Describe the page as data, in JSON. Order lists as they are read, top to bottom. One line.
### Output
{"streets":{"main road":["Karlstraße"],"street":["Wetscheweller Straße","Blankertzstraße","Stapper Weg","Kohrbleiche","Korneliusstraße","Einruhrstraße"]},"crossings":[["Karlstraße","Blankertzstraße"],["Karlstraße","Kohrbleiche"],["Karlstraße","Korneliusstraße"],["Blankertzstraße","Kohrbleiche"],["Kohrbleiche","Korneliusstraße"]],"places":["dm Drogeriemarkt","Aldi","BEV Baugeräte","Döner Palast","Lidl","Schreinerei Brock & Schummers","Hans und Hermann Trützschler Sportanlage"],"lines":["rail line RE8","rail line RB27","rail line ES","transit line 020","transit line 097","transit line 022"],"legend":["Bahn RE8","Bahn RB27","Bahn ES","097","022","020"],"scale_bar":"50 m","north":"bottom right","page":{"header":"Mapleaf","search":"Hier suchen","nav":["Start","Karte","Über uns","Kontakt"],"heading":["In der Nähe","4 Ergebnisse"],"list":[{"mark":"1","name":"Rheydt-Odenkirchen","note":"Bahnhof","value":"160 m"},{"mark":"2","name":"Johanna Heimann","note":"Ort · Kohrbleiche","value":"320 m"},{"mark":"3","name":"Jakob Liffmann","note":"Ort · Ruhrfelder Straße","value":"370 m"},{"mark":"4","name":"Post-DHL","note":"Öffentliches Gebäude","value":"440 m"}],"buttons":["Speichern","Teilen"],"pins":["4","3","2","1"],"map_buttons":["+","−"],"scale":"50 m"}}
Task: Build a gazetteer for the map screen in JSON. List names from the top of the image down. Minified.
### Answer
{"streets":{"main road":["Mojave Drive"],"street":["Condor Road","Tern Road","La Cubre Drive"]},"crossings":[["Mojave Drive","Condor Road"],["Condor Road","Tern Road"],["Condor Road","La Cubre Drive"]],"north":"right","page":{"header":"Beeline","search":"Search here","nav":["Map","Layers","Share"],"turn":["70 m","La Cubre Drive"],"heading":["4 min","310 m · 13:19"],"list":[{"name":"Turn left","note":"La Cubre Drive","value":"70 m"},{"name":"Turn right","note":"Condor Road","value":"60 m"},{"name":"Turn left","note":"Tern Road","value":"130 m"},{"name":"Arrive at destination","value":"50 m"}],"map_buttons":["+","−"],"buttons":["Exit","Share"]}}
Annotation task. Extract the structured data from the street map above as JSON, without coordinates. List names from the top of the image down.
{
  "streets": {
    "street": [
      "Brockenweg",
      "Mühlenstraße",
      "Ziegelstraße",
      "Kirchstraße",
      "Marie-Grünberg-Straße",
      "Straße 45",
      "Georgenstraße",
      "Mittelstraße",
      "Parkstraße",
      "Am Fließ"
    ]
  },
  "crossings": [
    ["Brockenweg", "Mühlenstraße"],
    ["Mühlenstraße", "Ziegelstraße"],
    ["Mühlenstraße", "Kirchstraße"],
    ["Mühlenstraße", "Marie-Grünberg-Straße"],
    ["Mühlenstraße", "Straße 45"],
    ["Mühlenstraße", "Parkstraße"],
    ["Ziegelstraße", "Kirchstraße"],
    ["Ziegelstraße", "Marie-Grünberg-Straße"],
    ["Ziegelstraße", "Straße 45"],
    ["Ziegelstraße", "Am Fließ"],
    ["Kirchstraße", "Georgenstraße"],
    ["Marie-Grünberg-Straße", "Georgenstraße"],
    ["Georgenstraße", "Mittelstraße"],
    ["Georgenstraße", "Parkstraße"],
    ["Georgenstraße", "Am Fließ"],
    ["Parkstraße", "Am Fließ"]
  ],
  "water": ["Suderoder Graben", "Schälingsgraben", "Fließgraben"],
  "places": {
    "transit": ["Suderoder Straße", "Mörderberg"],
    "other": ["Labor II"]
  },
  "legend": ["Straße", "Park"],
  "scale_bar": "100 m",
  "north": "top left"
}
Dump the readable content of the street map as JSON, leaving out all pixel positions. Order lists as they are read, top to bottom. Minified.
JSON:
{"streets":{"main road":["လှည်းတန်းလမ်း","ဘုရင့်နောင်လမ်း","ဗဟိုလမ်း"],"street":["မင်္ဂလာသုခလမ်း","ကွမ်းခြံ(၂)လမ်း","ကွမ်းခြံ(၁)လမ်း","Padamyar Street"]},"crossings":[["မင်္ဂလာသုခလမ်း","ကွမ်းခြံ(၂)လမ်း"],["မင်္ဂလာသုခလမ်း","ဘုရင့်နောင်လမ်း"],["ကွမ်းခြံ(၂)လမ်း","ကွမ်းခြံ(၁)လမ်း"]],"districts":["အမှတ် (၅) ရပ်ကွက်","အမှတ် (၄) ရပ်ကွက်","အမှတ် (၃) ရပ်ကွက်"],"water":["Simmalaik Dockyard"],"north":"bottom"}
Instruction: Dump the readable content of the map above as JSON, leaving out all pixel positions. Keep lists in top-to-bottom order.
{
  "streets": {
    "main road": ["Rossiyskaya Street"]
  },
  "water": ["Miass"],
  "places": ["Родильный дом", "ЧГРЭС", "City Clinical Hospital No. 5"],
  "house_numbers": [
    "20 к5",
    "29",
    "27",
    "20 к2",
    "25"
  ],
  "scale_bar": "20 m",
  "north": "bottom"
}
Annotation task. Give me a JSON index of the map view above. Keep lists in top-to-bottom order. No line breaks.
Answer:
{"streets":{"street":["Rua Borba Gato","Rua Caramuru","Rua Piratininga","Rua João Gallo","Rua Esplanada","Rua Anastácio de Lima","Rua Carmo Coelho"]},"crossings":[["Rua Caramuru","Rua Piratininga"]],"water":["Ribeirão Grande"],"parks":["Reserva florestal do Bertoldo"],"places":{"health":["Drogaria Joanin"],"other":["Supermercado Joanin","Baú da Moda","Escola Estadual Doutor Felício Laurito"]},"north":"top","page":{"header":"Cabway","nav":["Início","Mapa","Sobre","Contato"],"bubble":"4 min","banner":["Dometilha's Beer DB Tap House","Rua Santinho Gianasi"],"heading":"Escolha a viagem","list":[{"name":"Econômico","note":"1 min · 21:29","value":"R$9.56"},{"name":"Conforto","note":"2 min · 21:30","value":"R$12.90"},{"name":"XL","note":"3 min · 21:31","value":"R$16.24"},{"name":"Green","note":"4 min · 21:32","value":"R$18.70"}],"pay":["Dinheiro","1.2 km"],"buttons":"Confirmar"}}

■ Task
Look over the material above and show each line where "Suderoder" appears.

■ Reply
  "water": ["Suderoder Graben", "Schälingsgraben", "Fließgraben"],
    "transit": ["Suderoder Straße", "Mörderberg"],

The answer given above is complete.